Teilchenphysik befasst sich mit den fundamentalen Bausteinen der Materie auf
subatomarer Ebene, während die Kosmologie die Struktur und Entwicklung des
Universums als Ganzes untersucht. In den letzten Jahren wurden überraschende
Verbindungen zwischen Teilchenphysik, Kosmologie und Geometrie entdeckt, welche
neue Wege zur Beschreibung von Teilchenstreuung und zur Erforschung der
Anfangsbedingungen des Universums nach dem Urknall eröffnen könnten.
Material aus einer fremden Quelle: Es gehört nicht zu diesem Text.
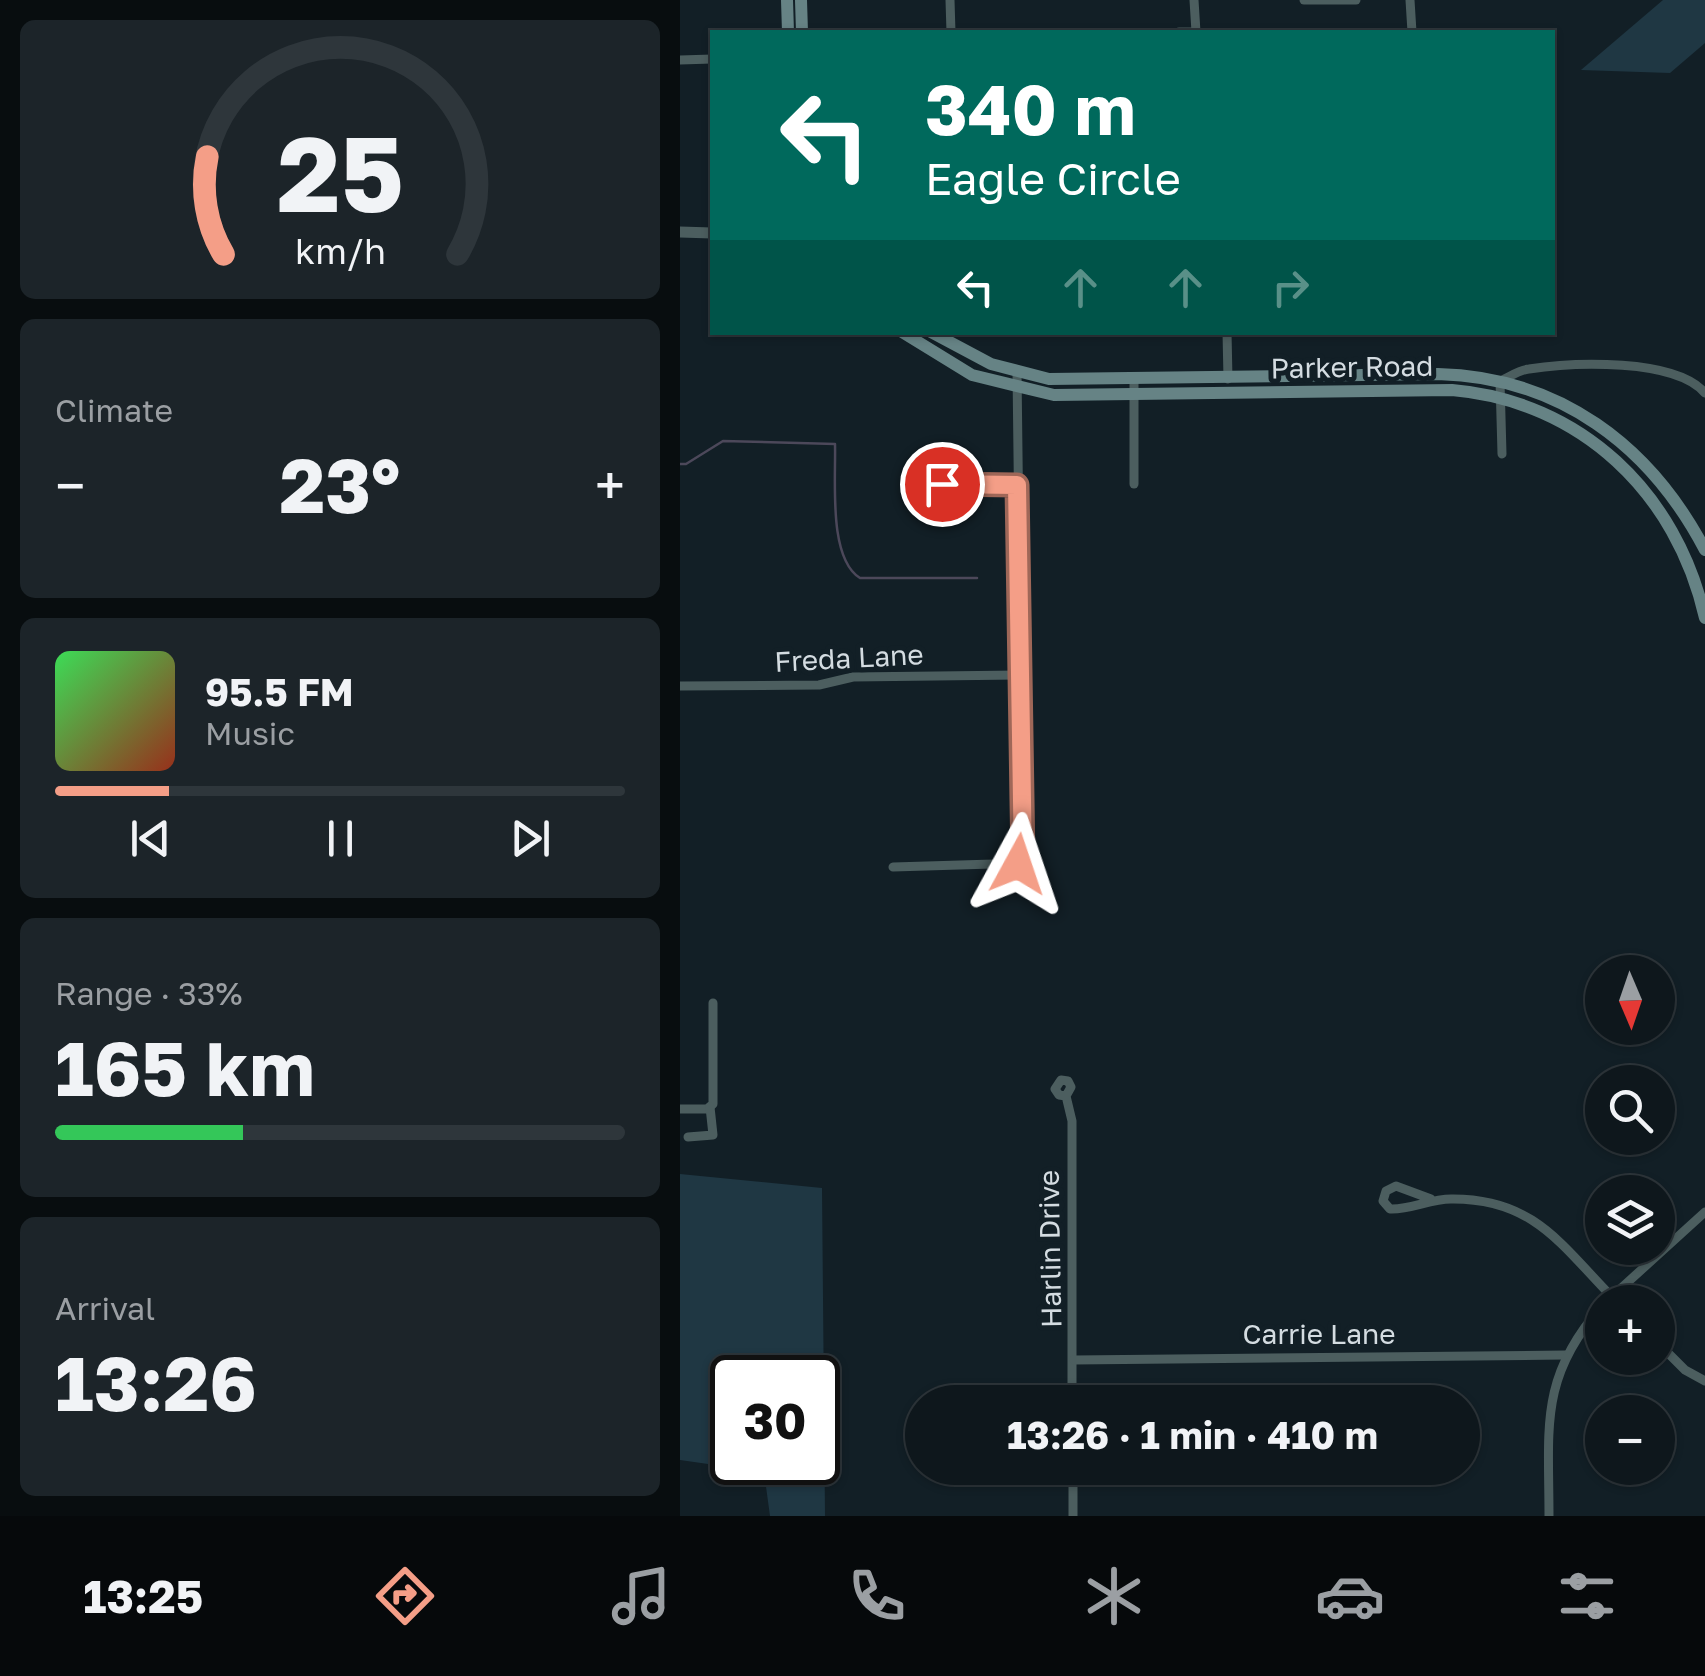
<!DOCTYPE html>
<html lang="en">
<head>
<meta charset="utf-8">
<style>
	body { margin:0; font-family:"Golos Text",sans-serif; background:#1c2429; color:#f1f3f6; height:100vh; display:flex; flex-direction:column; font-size:38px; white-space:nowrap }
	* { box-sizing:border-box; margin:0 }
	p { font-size:32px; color:#9b9fa3 }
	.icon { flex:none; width:55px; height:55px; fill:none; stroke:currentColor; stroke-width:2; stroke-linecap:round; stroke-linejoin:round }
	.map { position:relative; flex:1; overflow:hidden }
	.panel { display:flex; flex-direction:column; gap:20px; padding:20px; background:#080d0f; width:680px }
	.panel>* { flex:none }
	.top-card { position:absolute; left:30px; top:30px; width:845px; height:305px; border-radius:0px; box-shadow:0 2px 8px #0004,0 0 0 2px #2e363b; background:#00695c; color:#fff; overflow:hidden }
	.needle { width:65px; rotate:178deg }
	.controls { position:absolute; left:905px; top:955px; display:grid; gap:20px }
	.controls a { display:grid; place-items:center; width:90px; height:90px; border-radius:50%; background:#0e171c; box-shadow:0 2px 8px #0004,0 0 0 2px #2e363b; font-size:50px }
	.speed { position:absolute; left:30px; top:1355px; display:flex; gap:20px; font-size:50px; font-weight:700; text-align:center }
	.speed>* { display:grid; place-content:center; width:130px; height:130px; border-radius:50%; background:#0e171c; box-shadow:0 2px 8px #0004,0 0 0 2px #2e363b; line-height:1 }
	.speed .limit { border:5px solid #111; border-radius:15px; background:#fff; color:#111 }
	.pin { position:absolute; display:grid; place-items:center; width:85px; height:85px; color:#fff; margin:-42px; border:5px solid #fff; border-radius:50%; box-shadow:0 2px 10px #0007 }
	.me { position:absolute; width:110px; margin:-55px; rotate:5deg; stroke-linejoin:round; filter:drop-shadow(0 0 8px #0008) }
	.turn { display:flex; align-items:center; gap:35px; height:210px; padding:0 50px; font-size:45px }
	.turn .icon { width:130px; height:130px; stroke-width:2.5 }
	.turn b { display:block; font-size:70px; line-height:85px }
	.lanes { display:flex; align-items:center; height:95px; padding:0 50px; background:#0003; justify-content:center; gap:50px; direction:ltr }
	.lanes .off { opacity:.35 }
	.big { font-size:75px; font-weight:700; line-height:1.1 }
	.panel .card { flex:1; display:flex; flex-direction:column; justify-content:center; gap:15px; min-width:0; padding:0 35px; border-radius:15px; background:#1c2429 }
	.panel .dial { align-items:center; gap:0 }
	.dial svg { height:260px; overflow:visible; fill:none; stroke:#2e363b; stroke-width:7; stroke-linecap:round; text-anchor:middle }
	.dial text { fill:#f1f3f6; stroke:none }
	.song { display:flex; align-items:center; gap:30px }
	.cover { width:120px; height:120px; border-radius:15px; background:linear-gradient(135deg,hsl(130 70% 55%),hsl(10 70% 35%)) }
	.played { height:10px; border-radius:5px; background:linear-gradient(90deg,#f49e87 20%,#2e363b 20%) }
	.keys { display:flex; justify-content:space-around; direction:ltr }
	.heat { display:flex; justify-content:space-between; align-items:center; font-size:55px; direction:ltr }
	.charge { height:15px; border-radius:8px; background:linear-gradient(90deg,#34c759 33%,#2e363b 0) }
	.trip { position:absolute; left:225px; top:1385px; width:575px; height:100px; border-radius:50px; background:#0e171c; box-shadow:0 2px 8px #0004,0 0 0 2px #2e363b; font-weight:700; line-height:100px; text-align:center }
	.dock { display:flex; height:160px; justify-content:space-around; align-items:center; background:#06090b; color:#9b9fa3 }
	.dock .icon { width:70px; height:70px }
	.dock .current { color:#f49e87 }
	.dock b { font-size:45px; color:#f1f3f6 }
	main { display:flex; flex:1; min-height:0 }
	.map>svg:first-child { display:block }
	.green { fill:#1f3743; fill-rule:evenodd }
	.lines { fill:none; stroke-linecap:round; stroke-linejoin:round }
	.stream { stroke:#4c485a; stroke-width:2.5 }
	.minor { stroke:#4c5e5f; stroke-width:9 }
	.tertiary { stroke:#4c5e5f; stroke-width:11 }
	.secondary { stroke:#668385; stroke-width:12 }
	.route-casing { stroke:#9f6758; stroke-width:25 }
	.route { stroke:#f49e87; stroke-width:18 }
	.labels { text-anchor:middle; stroke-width:10; stroke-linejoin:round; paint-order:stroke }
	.street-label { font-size:28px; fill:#d4dce1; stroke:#121f26 }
</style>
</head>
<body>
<main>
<section class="panel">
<div class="card dial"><svg viewBox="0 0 100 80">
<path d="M14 69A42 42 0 1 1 86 69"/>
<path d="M14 69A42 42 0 0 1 9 39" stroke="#f49e87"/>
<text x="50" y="56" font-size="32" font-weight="700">25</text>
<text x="50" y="72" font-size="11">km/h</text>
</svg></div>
<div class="card"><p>Climate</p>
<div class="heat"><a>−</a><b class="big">23°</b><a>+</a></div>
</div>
<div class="card">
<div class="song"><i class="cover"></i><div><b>95.5 FM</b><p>Music</p></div></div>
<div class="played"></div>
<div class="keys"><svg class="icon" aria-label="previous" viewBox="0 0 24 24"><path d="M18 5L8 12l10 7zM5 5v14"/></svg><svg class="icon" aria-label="pause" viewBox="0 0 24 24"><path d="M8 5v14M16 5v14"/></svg><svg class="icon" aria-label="next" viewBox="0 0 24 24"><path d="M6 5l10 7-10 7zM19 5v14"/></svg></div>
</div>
<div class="card"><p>Range · 33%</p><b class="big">165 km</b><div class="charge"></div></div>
<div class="card"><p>Arrival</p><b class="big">13:26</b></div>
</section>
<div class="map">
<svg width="1025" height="1516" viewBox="0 0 1025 1516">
	<rect width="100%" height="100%" fill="#121f26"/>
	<g class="green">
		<path d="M983 0H1025V43L990 73 901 70Z"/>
		<path d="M0 1174 142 1188 145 1516H90L84 1472 0 1460ZM52 1378H138V1462H52Z"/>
	</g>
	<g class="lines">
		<path class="stream" d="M0 464H6L43 441 155 444C156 480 148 558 180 578H297"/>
		<g class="minor">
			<path d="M270 0 271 32"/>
			<path d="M624 0H676"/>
			<path d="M730 0 732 32"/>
			<path d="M499 32H516L514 0"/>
			<path d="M0 60 32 59"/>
			<path d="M547 332 548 379"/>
			<path d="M822 454 820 381C830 377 838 370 849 369 893 362 995 358 1025 393"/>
			<path d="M262 484 337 485"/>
			<path d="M454 484V380"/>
			<path d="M0 686 139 685 173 677 340 675"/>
			<path d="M213 867 343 863 337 372"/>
			<path d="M386 1096 379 1095 375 1089 381 1080 388 1081 391 1087 386 1096 392 1121V1402"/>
			<path d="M0 1109H27L33 1104V1003"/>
			<path d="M8 1137 33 1135 30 1107"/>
			<path d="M751 1199 716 1186 706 1191 703 1201 710 1209C730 1210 750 1199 771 1199 856 1198 883 1248 937 1302"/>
			<path d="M927 1301 1025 1212"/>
			<path d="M978 1343 1005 1370 1025 1381"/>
			<path d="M394 1360 885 1355"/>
			<path d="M393 1468V1516"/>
			<path d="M869 1516C869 1427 859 1377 922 1306"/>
		</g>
		<path class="tertiary" d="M0 232 32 233"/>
		<g class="secondary">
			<path d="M107 0 108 32"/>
			<path d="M121 0 122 32"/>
			<path d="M222 332 292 375 374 395 772 390C901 401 997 493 1025 618"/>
			<path d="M251 332 311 364 369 379 758 374C879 377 970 445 1025 550"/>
		</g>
	</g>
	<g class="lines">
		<defs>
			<path id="route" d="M262 484 337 485 343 863 338 864"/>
		</defs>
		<use href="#route" class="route-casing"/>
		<use href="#route" class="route"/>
	</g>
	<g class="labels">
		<g class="street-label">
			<text transform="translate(672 367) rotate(-1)" y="10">Parker Road</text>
			<text transform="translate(169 658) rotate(-3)" y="10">Freda Lane</text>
			<text transform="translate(370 1249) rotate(-91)" y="10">Harlin Drive</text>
			<text x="639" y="1344">Carrie Lane</text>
		</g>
	</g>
</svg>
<div class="controls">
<a><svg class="needle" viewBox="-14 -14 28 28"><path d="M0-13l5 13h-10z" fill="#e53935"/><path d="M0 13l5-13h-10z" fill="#9b9fa3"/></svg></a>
<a><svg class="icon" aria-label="search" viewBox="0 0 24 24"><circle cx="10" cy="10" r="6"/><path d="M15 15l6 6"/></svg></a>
<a><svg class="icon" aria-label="layers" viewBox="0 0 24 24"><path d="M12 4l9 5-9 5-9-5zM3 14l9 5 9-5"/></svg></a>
<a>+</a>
<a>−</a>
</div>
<div class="speed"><div class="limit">30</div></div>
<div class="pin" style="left:262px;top:484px;background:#d93025"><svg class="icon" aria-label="arrive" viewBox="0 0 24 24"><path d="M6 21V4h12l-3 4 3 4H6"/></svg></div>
<svg class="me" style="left:338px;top:864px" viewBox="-20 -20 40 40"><path d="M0-17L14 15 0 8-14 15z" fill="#f49e87" stroke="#fff" stroke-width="4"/></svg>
<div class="trip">13:26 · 1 min · 410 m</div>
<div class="top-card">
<div class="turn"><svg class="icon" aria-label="left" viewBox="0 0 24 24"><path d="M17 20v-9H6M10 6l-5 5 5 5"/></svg><div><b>340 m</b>Eagle Circle</div></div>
<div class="lanes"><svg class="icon" aria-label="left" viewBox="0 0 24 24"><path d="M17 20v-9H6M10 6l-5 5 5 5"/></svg><svg class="icon off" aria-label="ahead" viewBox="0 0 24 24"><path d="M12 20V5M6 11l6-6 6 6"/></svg><svg class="icon off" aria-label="ahead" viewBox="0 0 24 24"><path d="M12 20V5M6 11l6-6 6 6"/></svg><svg class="icon off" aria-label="right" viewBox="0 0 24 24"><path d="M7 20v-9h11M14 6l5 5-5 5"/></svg></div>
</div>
</div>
</main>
<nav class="dock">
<b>13:25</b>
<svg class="icon current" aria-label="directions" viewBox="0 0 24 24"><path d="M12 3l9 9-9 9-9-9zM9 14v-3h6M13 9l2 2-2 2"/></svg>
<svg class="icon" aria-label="music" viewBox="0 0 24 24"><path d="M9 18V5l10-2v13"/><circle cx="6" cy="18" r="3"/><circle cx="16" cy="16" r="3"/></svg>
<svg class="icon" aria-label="phone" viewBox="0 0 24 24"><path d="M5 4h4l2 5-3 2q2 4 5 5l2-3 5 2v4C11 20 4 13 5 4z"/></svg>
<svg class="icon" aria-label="climate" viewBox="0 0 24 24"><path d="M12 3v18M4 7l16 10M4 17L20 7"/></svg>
<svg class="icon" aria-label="car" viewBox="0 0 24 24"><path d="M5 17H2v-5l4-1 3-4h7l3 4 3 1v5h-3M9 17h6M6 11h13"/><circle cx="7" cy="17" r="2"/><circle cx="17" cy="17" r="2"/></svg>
<svg class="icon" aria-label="filters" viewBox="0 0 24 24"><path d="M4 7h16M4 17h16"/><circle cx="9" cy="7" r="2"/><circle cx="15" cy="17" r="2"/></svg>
</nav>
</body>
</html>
Durch die
Integration dieser drei Disziplinen verspricht das neue Zentrum Erkenntnisse,
die aus der Perspektive einzelner Fachgebiete nicht zugänglich wären.
"Eine der bemerkenswertesten Entdeckungen der modernen Kosmologie ist die
Tatsache, dass der heiße Urknall nicht der Beginn der Zeit war. Eine
faszinierende Frage ist, was vor dem heißen Big Bang geschah und wie er die
Ausgangsbedingungen für die Strukturen schuf, die wir im späten Universum
sehen", erklärt Daniel Baumann, Chee-Chun Leung Professor für Kosmologie an der
NTU. "Mit diesem Zentrum bringen wir Fachleute aus Teilchenphysik, Kosmologie
und Geometrie zusammen, um neue Antworten auf die fundamentalen Fragen zur
Entstehung und Entwicklung des Universums zu finden."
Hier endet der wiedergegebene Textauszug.